ABOUT THIS TASK —
Below are records; quote them exactly from the first line through the line that contains "height:5px; margin:-2.5px; padding:0".

DATASET CONTENT —
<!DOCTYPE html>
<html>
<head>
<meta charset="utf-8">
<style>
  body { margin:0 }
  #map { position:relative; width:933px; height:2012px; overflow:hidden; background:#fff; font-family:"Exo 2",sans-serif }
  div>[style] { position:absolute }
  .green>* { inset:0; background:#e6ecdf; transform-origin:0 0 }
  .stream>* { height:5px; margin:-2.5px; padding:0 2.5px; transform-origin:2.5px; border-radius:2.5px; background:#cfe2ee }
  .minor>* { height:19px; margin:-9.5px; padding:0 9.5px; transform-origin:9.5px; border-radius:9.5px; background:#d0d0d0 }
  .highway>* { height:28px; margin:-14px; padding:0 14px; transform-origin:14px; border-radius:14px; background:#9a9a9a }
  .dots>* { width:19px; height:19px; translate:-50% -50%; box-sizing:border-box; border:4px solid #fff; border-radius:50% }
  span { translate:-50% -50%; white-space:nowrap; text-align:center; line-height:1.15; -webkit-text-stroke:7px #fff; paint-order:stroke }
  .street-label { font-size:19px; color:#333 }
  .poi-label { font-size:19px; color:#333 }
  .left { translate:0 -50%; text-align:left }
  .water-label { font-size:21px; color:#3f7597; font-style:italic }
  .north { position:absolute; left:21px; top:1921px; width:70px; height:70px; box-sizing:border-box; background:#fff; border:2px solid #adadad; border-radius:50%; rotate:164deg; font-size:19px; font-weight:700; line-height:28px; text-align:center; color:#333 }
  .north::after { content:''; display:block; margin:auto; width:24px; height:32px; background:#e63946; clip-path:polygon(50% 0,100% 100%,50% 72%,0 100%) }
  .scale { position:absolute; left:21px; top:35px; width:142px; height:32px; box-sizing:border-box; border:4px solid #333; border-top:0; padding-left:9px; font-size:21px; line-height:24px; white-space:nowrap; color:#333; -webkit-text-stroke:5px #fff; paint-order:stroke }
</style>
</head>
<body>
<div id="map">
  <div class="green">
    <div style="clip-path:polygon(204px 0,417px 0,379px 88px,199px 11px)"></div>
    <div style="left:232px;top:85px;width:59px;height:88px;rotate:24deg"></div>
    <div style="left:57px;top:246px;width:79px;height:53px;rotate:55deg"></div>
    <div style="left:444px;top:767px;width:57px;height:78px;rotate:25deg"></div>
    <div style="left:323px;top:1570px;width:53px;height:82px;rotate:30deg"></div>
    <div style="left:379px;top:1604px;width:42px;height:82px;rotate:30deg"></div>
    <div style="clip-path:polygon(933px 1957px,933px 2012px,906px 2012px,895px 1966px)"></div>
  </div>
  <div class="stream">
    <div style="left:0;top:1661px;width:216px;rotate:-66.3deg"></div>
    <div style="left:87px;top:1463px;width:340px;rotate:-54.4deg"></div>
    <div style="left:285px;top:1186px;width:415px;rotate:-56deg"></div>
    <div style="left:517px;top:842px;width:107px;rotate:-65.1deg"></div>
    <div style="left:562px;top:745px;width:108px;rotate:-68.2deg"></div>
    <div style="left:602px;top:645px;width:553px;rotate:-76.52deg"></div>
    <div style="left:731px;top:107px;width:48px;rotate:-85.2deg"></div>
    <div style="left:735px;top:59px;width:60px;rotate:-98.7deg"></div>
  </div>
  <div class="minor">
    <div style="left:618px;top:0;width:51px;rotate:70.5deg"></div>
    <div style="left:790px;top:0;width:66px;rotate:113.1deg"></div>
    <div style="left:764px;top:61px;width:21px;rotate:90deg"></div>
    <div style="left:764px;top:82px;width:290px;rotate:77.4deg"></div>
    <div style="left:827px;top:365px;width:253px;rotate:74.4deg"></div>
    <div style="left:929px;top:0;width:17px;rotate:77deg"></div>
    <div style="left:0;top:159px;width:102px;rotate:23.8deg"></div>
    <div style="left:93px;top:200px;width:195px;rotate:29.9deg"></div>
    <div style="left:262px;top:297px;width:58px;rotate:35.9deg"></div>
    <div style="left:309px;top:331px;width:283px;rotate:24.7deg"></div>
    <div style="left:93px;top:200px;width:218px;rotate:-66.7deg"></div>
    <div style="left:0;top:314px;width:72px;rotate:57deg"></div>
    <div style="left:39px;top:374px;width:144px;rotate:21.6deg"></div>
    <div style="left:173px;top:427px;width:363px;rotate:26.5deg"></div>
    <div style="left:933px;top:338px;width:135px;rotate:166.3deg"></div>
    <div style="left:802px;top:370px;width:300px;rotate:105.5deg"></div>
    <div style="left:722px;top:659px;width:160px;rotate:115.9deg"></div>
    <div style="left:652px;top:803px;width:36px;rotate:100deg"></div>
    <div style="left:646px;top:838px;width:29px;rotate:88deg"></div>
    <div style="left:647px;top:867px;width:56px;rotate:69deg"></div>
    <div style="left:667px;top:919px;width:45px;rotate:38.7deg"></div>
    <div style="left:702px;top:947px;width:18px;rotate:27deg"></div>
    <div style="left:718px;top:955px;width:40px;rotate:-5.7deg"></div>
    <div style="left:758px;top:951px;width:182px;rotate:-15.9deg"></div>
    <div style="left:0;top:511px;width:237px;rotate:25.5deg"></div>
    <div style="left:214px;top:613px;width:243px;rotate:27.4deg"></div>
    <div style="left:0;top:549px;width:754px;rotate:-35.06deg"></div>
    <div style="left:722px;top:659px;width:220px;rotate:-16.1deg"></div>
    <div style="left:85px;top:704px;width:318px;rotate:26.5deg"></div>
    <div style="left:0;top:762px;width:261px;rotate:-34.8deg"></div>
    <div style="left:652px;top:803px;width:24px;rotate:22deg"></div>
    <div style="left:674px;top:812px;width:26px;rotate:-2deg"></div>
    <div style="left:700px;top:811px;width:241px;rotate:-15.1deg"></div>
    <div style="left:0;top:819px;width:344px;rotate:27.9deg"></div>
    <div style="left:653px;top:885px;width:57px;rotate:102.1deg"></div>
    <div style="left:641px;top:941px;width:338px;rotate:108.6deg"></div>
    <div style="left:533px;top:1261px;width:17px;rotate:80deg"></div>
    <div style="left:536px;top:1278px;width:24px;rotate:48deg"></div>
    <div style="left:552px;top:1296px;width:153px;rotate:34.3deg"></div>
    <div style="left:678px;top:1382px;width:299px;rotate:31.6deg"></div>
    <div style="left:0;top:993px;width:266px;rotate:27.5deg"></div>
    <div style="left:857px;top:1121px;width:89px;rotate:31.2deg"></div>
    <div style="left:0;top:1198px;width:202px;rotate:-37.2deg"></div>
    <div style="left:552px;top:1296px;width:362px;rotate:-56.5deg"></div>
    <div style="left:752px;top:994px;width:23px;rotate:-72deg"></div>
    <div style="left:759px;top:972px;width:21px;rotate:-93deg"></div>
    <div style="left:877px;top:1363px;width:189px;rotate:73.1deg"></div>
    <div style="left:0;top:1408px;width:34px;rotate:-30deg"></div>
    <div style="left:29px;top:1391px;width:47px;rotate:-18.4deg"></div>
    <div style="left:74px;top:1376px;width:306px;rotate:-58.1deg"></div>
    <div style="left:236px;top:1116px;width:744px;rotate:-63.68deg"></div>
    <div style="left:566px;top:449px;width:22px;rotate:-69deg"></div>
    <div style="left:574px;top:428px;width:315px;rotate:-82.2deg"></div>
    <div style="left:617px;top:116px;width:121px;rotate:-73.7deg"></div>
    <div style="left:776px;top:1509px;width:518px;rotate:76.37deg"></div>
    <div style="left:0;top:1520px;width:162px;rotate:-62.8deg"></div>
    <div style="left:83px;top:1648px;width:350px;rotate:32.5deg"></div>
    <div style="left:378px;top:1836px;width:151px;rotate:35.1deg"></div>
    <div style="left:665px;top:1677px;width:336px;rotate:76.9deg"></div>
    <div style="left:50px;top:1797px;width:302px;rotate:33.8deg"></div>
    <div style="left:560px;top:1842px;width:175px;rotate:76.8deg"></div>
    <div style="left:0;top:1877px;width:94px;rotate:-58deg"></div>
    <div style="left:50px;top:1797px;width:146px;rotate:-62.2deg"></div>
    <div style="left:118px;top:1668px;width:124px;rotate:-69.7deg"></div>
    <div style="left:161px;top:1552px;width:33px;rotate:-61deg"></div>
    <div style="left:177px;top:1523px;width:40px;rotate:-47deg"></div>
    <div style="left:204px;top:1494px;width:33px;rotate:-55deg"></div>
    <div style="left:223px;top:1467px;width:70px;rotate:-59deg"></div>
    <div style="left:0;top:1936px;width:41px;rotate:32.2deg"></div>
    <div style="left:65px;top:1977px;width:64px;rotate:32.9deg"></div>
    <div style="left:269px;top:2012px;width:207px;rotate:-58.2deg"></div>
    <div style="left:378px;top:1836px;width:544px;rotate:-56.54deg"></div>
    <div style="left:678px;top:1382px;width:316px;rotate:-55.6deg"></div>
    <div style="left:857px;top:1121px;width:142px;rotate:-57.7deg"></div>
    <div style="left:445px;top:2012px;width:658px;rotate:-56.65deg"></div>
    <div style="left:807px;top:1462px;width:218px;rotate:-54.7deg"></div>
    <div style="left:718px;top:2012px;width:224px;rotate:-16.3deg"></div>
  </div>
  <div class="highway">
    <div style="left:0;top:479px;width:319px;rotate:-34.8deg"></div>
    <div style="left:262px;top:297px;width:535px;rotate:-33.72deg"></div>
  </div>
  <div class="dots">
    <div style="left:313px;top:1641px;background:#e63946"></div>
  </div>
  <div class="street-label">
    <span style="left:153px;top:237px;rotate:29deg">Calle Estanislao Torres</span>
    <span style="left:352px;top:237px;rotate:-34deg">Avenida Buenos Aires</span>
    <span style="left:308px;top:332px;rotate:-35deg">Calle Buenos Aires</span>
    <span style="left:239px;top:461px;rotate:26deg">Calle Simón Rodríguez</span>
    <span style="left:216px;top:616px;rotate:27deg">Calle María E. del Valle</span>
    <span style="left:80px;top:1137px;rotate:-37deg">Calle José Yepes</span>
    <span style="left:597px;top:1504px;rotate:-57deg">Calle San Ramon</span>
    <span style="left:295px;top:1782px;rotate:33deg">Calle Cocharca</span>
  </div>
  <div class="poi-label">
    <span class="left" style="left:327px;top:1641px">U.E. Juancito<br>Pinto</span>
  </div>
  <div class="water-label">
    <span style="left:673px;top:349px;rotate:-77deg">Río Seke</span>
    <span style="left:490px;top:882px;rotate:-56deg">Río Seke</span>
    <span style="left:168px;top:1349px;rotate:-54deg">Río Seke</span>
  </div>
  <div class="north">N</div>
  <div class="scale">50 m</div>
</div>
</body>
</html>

RESPONSE TO THIS EXERCISE —
<!DOCTYPE html>
<html>
<head>
<meta charset="utf-8">
<style>
  body { margin:0 }
  #map { position:relative; width:933px; height:2012px; overflow:hidden; background:#fff; font-family:"Exo 2",sans-serif }
  div>[style] { position:absolute }
  .green>* { inset:0; background:#e6ecdf; transform-origin:0 0 }
  .stream>* { height:5px; margin:-2.5px; padding:0 2.5px; transform-origin:2.5px; border-radius:2.5px; background:#cfe2ee }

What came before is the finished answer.